*PROBLEM STATEMENT*
Word for word, transcribe the lines below and drop the pictures.

Stored items
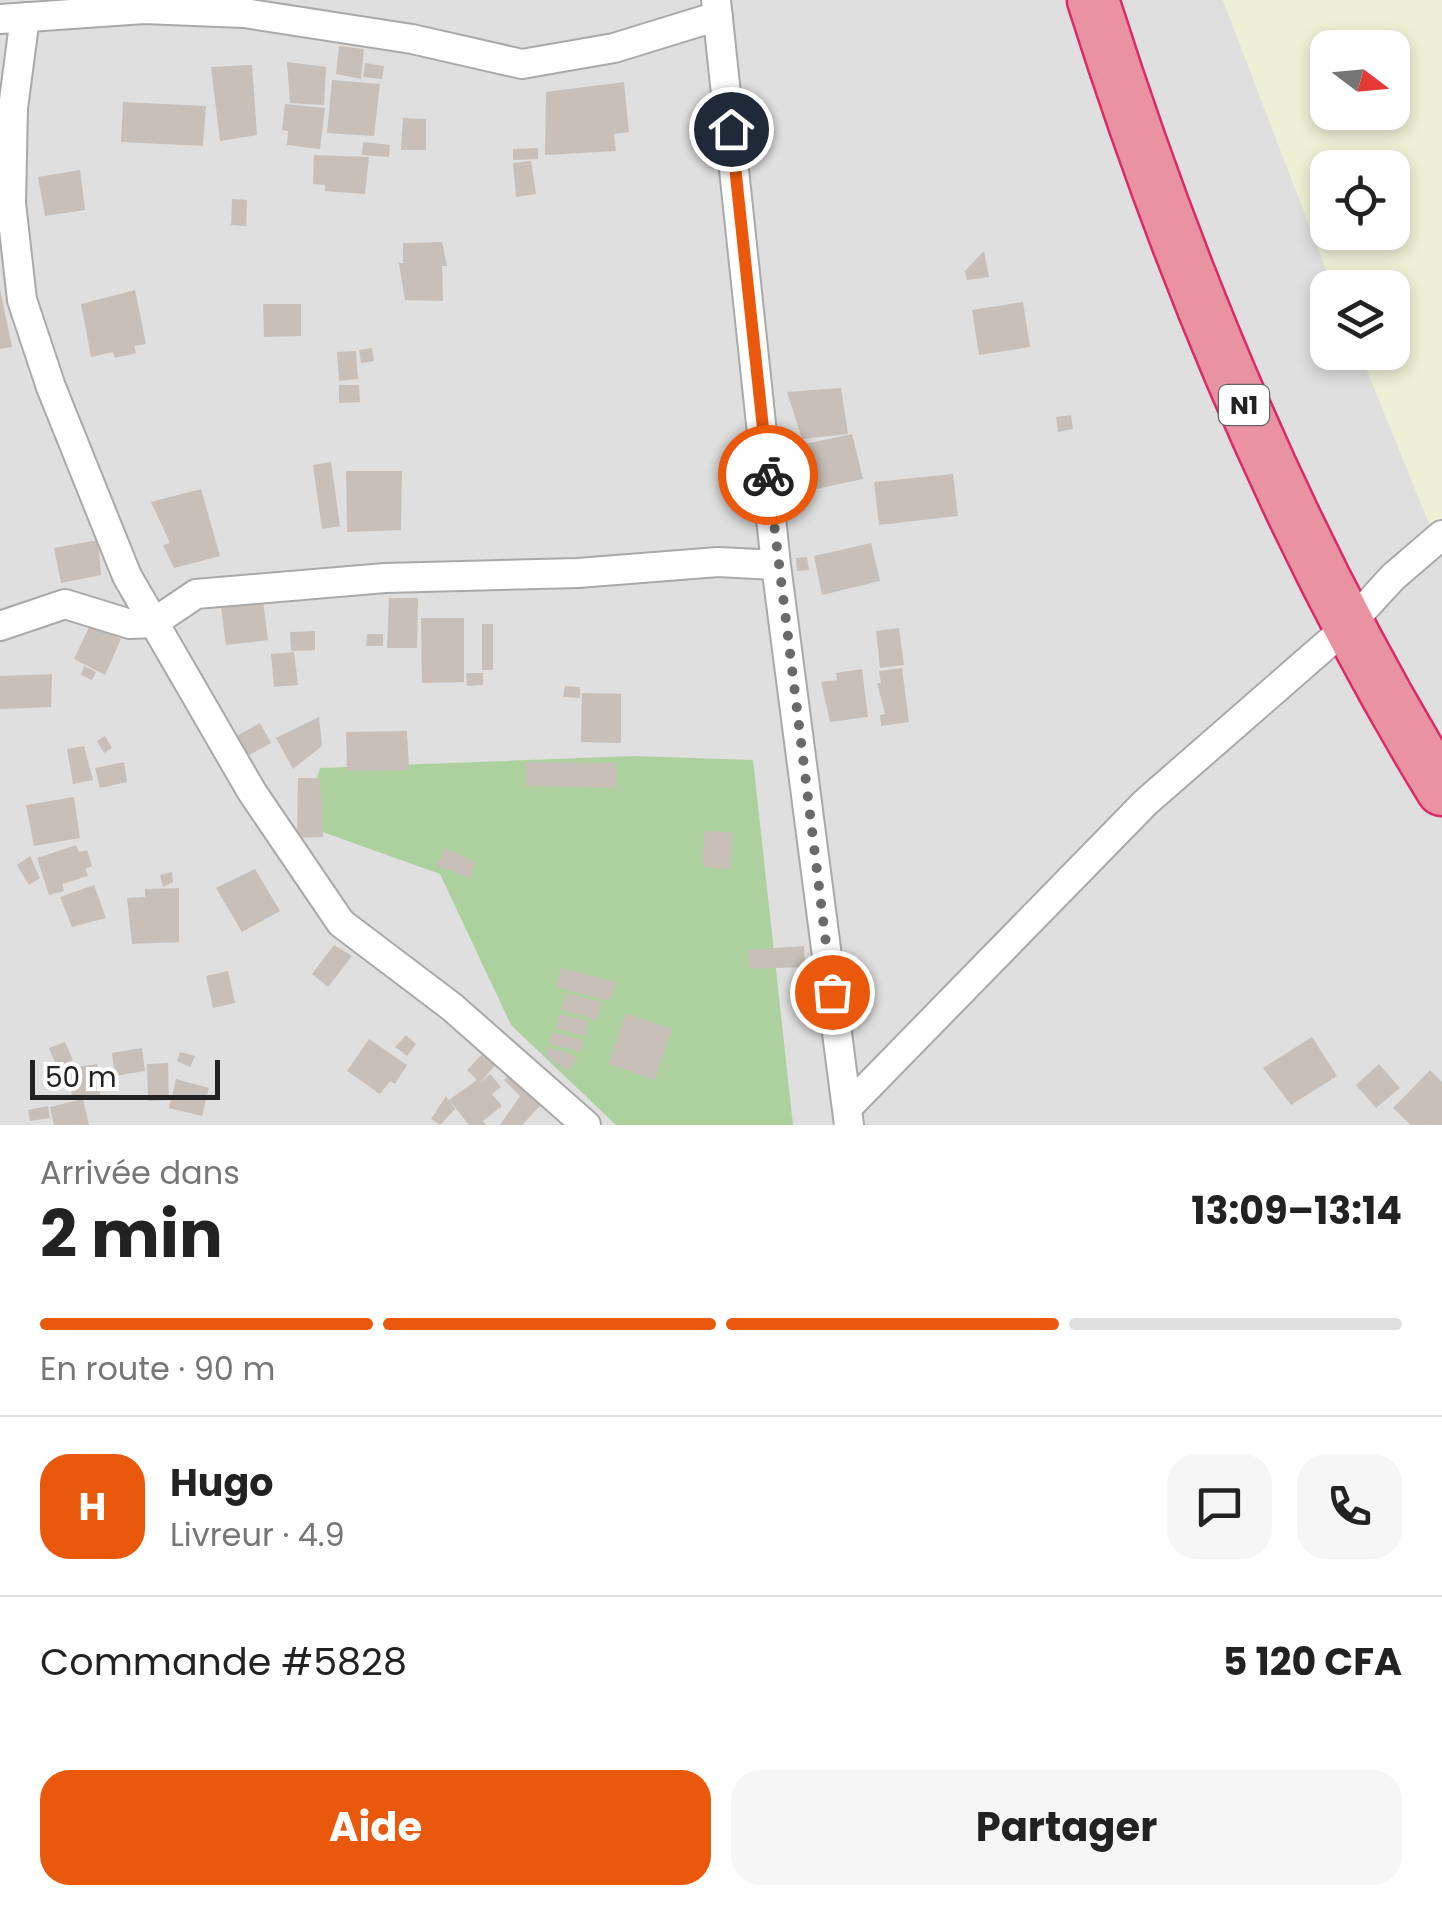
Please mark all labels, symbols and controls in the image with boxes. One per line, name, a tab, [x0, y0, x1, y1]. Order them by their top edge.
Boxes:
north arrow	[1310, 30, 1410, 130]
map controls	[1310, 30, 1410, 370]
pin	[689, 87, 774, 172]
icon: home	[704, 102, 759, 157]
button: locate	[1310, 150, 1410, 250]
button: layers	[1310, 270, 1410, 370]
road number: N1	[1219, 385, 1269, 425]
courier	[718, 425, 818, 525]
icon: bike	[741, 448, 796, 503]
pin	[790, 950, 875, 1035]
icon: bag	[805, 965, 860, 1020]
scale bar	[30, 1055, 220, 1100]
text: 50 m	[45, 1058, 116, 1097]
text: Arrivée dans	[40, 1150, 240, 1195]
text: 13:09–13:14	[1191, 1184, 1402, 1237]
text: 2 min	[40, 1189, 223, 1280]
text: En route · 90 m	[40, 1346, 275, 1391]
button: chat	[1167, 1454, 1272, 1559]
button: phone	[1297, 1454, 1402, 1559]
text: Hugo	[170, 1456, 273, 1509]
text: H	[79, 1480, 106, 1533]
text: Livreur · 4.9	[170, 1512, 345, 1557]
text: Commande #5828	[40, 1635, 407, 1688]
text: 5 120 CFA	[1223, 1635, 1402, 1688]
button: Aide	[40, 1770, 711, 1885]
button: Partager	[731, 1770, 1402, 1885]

*SOLUTION TO THE EXERCISE*
Please mark all labels, symbols and controls in the image with boxes. One per line, name, a tab, [x0, y0, x1, y1]. Order them by their top edge.
Boxes:
north arrow	[1310, 30, 1410, 130]
map controls	[1310, 30, 1410, 370]
pin	[689, 87, 774, 172]
icon: home	[704, 102, 759, 157]
button: locate	[1310, 150, 1410, 250]
button: layers	[1310, 270, 1410, 370]
road number: N1	[1219, 385, 1269, 425]
courier	[718, 425, 818, 525]
icon: bike	[741, 448, 796, 503]
pin	[790, 950, 875, 1035]
icon: bag	[805, 965, 860, 1020]
scale bar	[30, 1055, 220, 1100]
text: 50 m	[45, 1058, 116, 1097]
text: Arrivée dans	[40, 1150, 240, 1195]
text: 13:09–13:14	[1191, 1184, 1402, 1237]
text: 2 min	[40, 1189, 223, 1280]
text: En route · 90 m	[40, 1346, 275, 1391]
button: chat	[1167, 1454, 1272, 1559]
button: phone	[1297, 1454, 1402, 1559]
text: Hugo	[170, 1456, 273, 1509]
text: H	[79, 1480, 106, 1533]
text: Livreur · 4.9	[170, 1512, 345, 1557]
text: Commande #5828	[40, 1635, 407, 1688]
text: 5 120 CFA	[1223, 1635, 1402, 1688]
button: Aide	[40, 1770, 711, 1885]
button: Partager	[731, 1770, 1402, 1885]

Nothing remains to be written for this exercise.